[Saved entries]
┌──

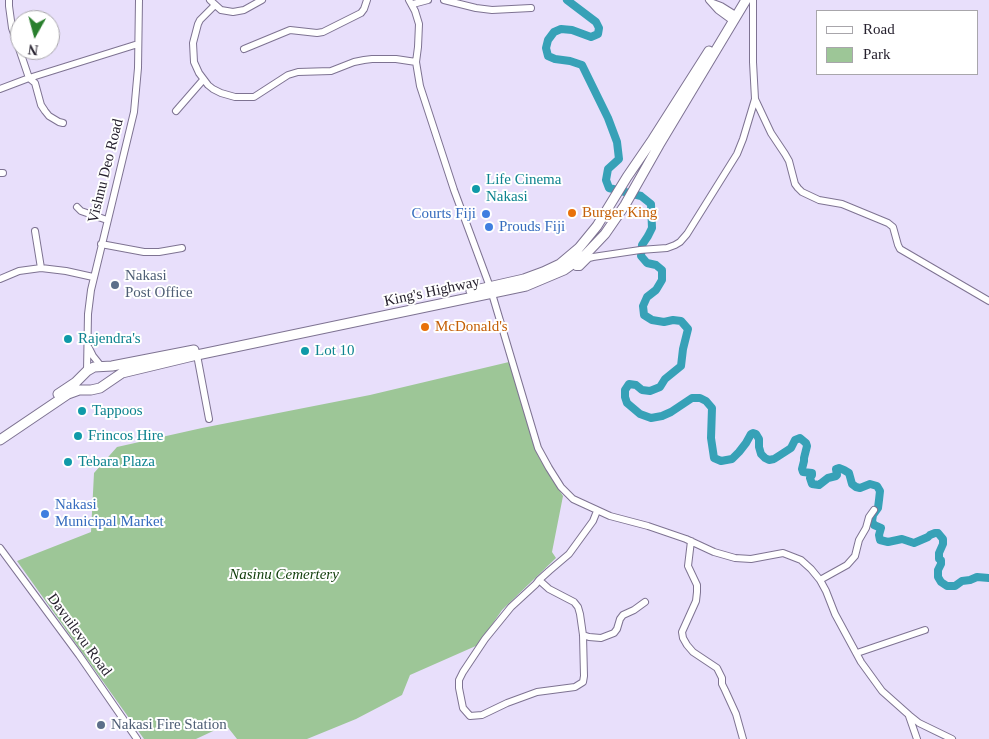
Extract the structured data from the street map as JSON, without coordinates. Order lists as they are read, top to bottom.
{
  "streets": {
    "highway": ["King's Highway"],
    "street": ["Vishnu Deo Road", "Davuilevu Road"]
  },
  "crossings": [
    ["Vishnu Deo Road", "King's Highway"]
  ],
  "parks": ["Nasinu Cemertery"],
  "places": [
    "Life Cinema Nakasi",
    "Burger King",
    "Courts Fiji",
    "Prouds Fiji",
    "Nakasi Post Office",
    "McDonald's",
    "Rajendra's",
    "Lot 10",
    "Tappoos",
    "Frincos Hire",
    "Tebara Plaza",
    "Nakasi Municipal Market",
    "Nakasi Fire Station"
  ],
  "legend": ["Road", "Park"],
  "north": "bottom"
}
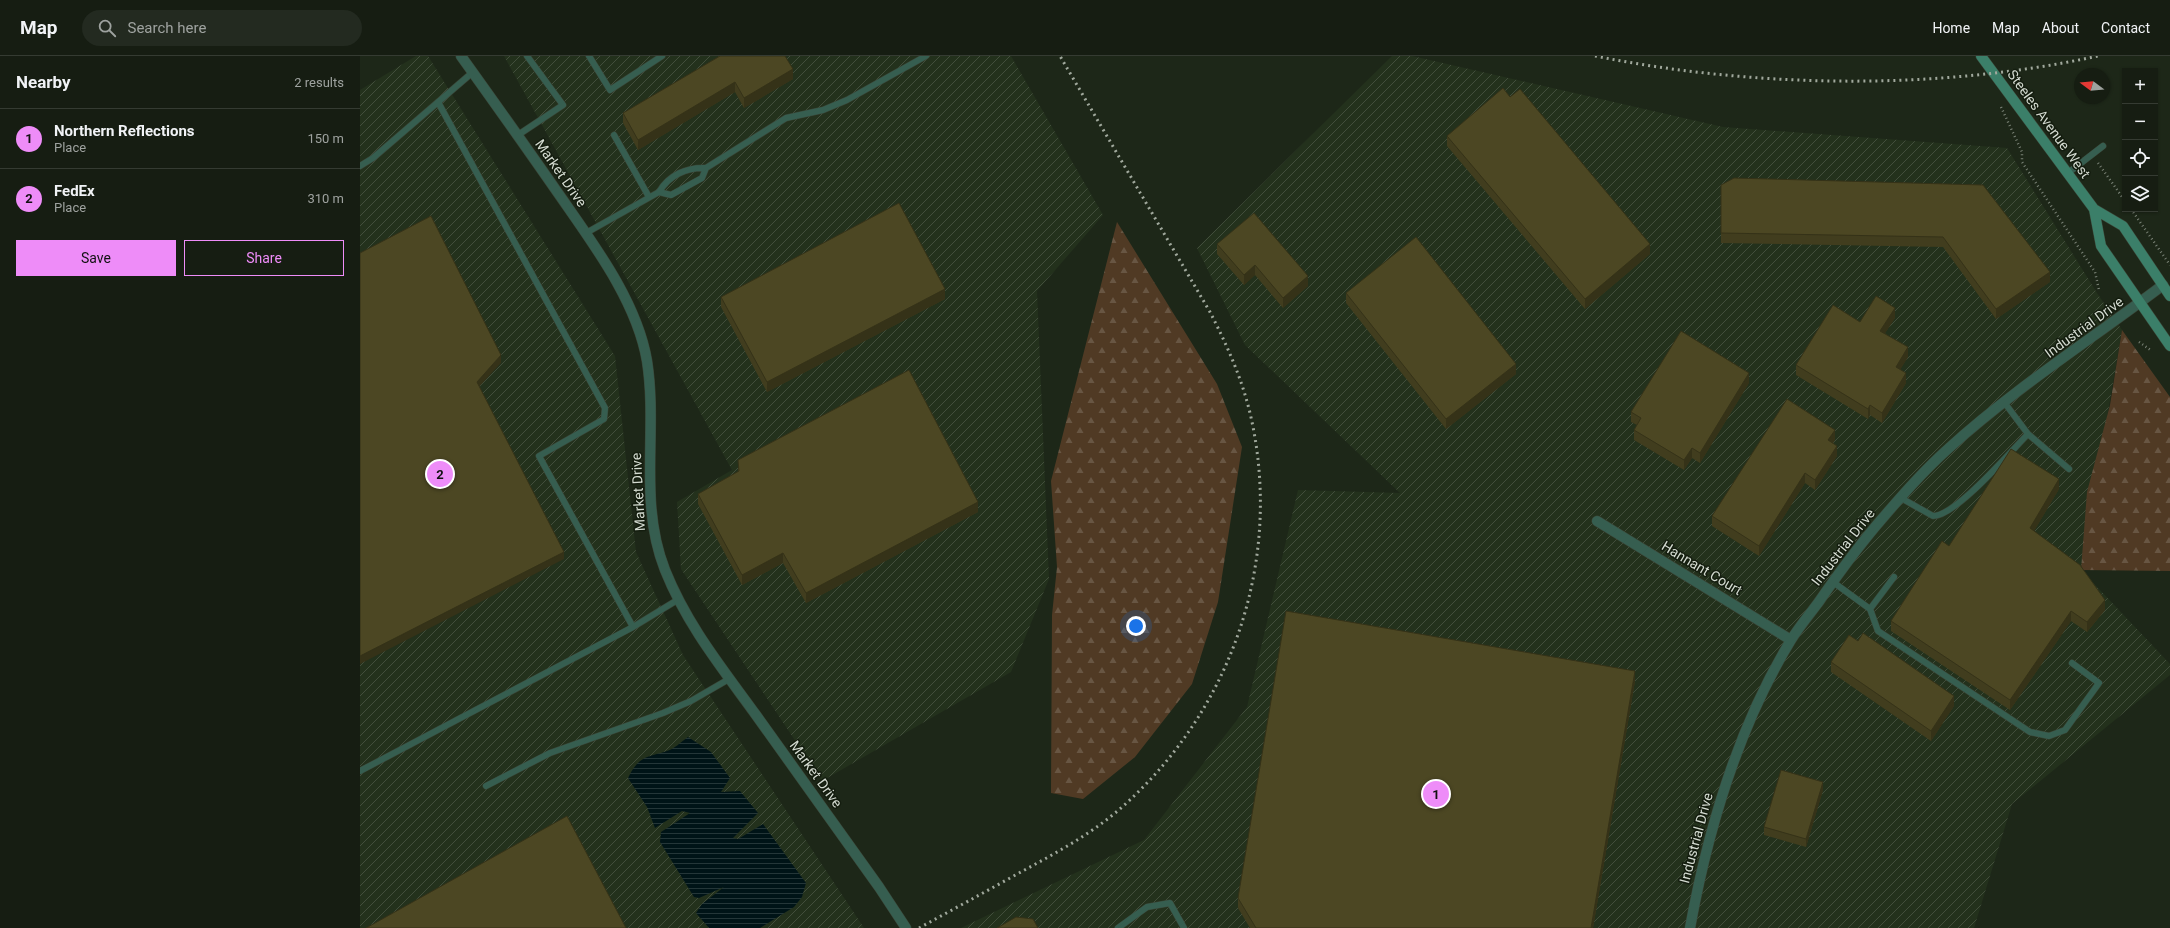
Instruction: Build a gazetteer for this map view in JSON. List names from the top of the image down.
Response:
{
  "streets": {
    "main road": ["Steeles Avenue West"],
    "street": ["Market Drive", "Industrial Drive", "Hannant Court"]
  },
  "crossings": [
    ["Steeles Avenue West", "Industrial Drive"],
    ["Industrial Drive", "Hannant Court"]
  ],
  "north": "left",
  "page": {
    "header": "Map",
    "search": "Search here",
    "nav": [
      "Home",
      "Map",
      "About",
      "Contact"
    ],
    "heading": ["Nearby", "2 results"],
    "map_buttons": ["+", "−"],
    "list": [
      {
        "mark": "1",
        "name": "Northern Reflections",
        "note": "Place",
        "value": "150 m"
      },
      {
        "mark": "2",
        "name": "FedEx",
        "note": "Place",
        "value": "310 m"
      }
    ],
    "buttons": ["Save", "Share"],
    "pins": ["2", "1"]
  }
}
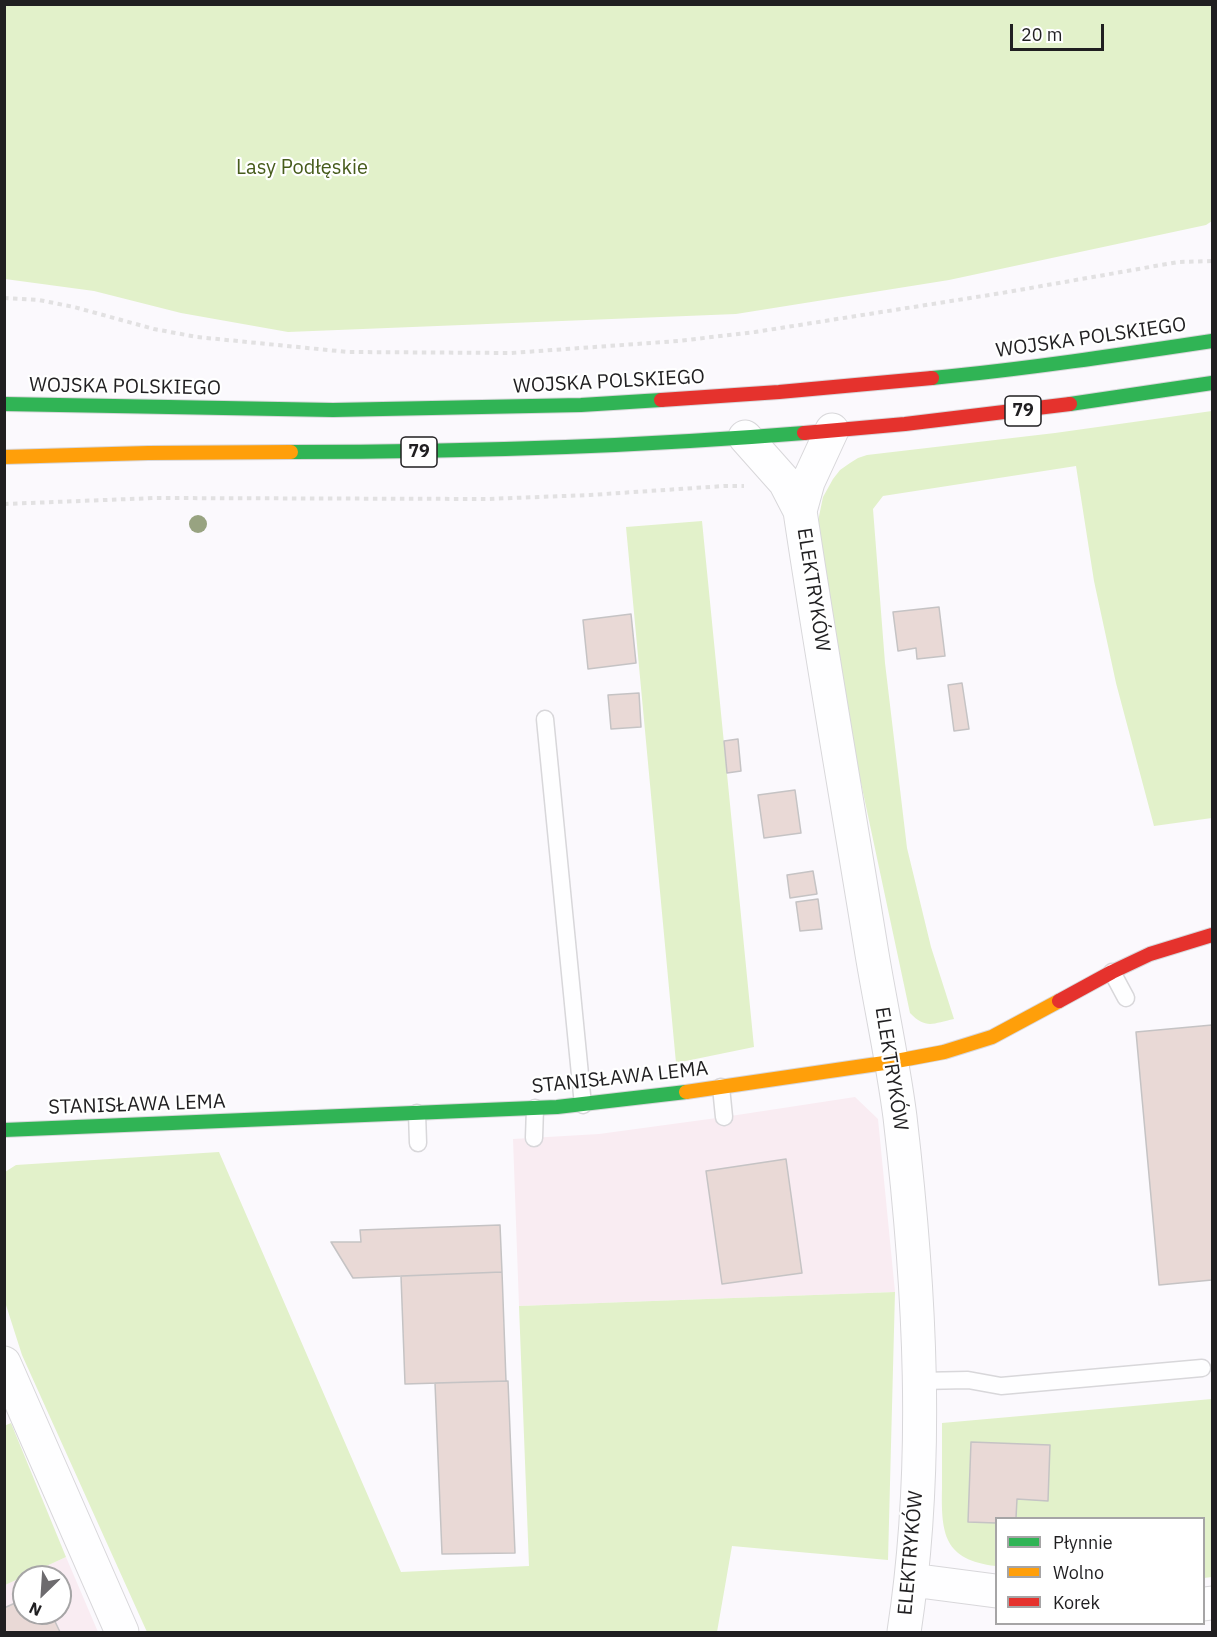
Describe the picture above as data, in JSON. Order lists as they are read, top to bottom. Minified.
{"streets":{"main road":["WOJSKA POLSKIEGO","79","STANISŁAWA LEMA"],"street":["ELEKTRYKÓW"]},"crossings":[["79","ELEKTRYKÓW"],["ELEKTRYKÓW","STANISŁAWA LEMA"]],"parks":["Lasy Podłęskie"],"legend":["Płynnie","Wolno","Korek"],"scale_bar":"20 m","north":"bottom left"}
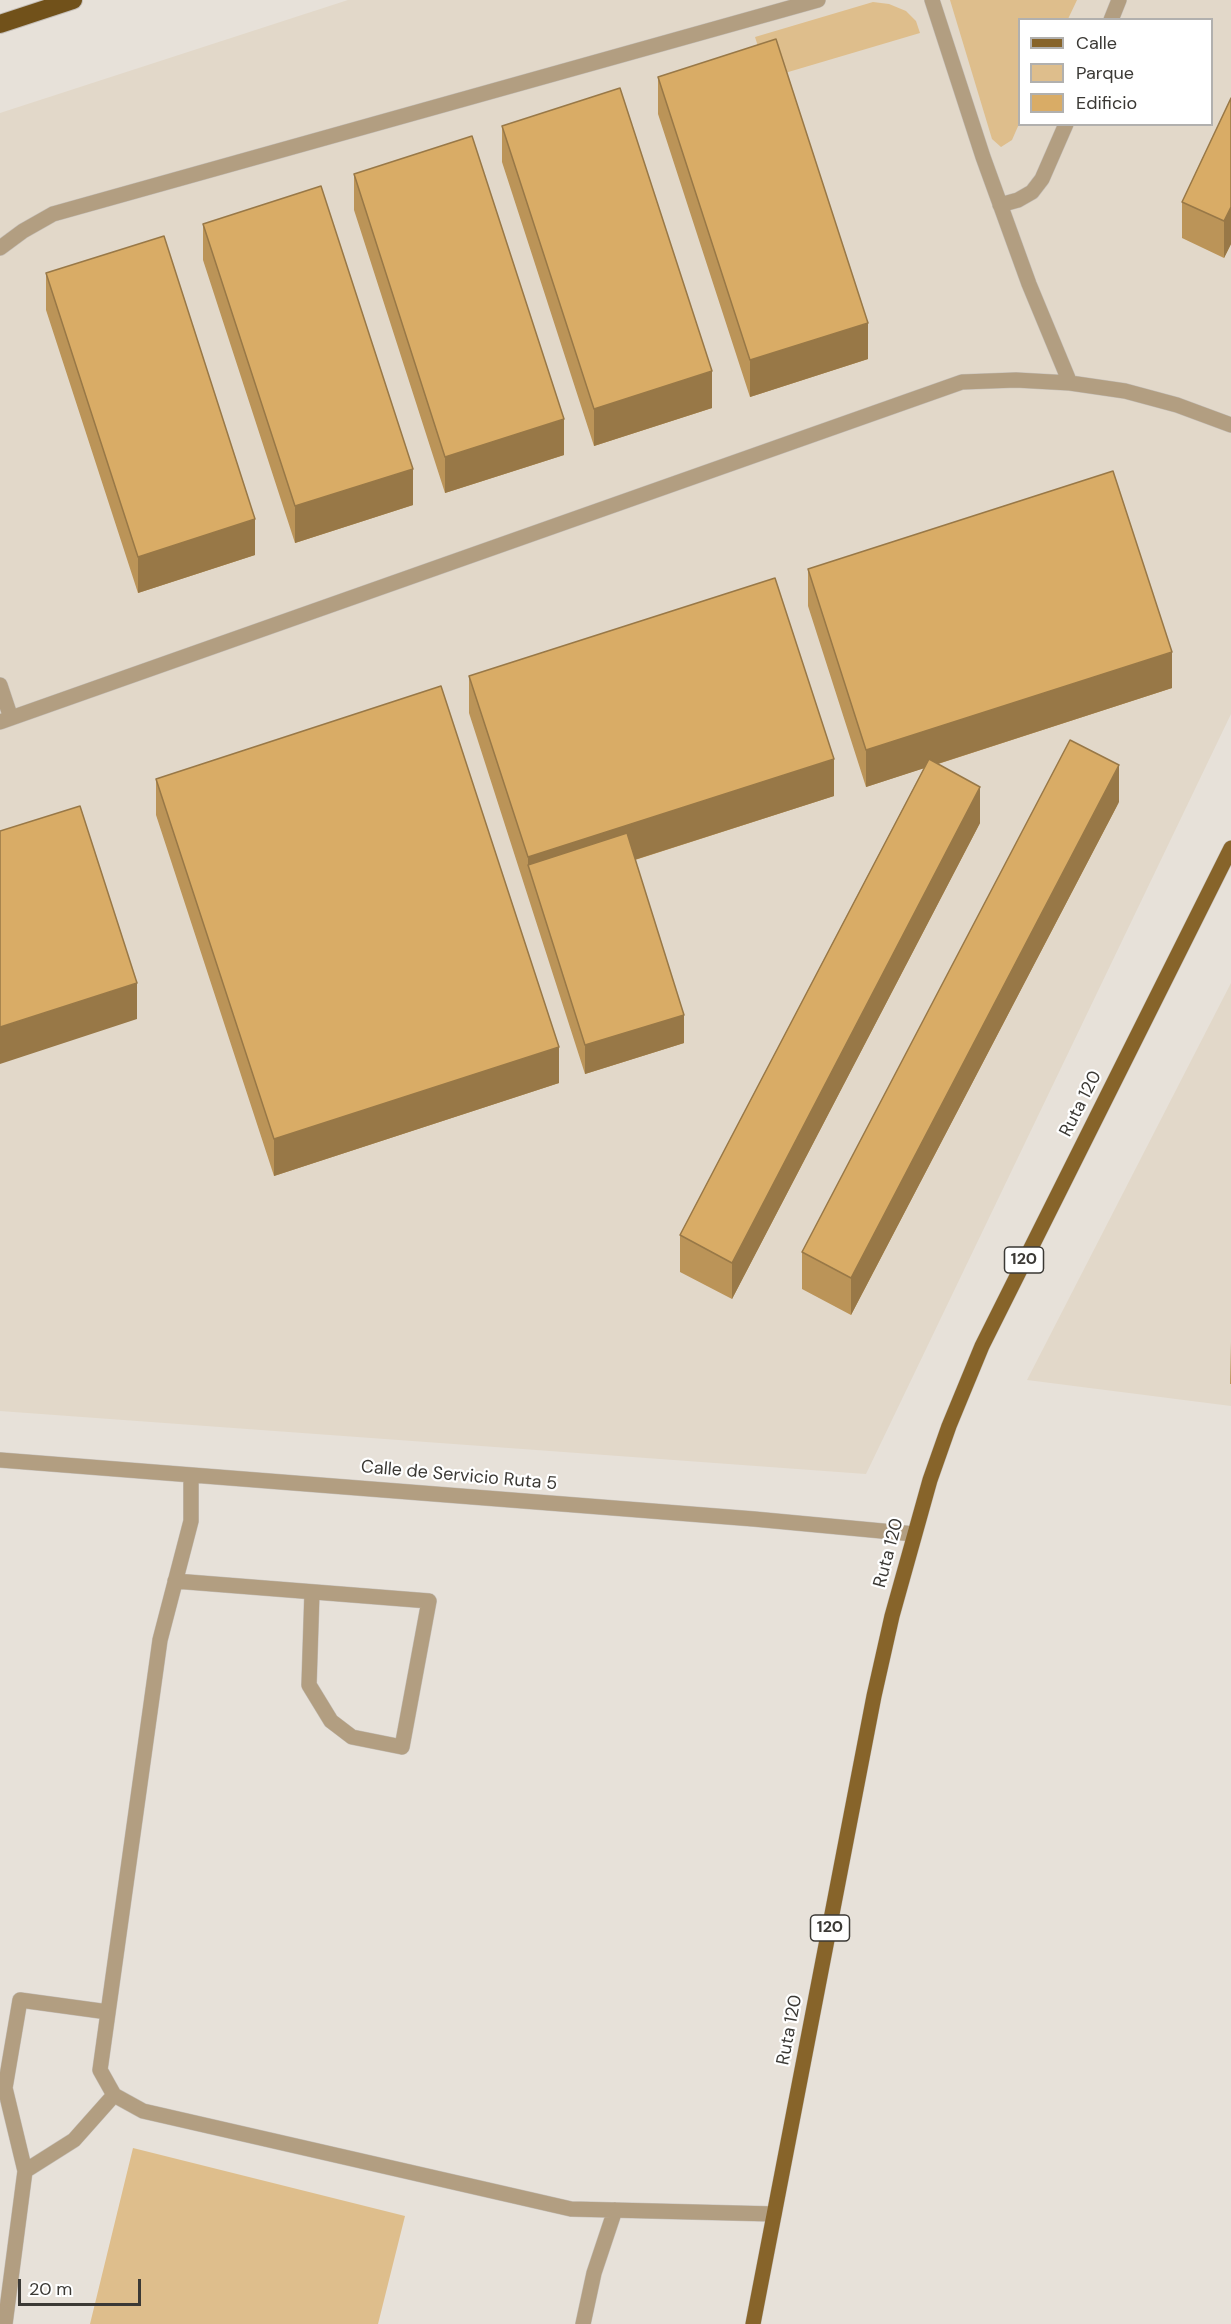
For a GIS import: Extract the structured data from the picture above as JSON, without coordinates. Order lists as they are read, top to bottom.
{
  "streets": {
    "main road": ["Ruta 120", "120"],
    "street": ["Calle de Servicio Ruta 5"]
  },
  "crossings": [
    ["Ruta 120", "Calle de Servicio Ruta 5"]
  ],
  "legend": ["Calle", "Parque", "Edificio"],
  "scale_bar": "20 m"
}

└──

■ **Exercise**
Through the line containing "Instruction: Build a" and no further, restate the data above word for word from its first line, leaving out pictures.

■ **Task response**
Extract the structured data from the street map as JSON, without coordinates. Order lists as they are read, top to bottom.
{
  "streets": {
    "highway": ["King's Highway"],
    "street": ["Vishnu Deo Road", "Davuilevu Road"]
  },
  "crossings": [
    ["Vishnu Deo Road", "King's Highway"]
  ],
  "parks": ["Nasinu Cemertery"],
  "places": [
    "Life Cinema Nakasi",
    "Burger King",
    "Courts Fiji",
    "Prouds Fiji",
    "Nakasi Post Office",
    "McDonald's",
    "Rajendra's",
    "Lot 10",
    "Tappoos",
    "Frincos Hire",
    "Tebara Plaza",
    "Nakasi Municipal Market",
    "Nakasi Fire Station"
  ],
  "legend": ["Road", "Park"],
  "north": "bottom"
}
Instruction: Build a gazetteer for this map view in JSON. List names from the top of the image down.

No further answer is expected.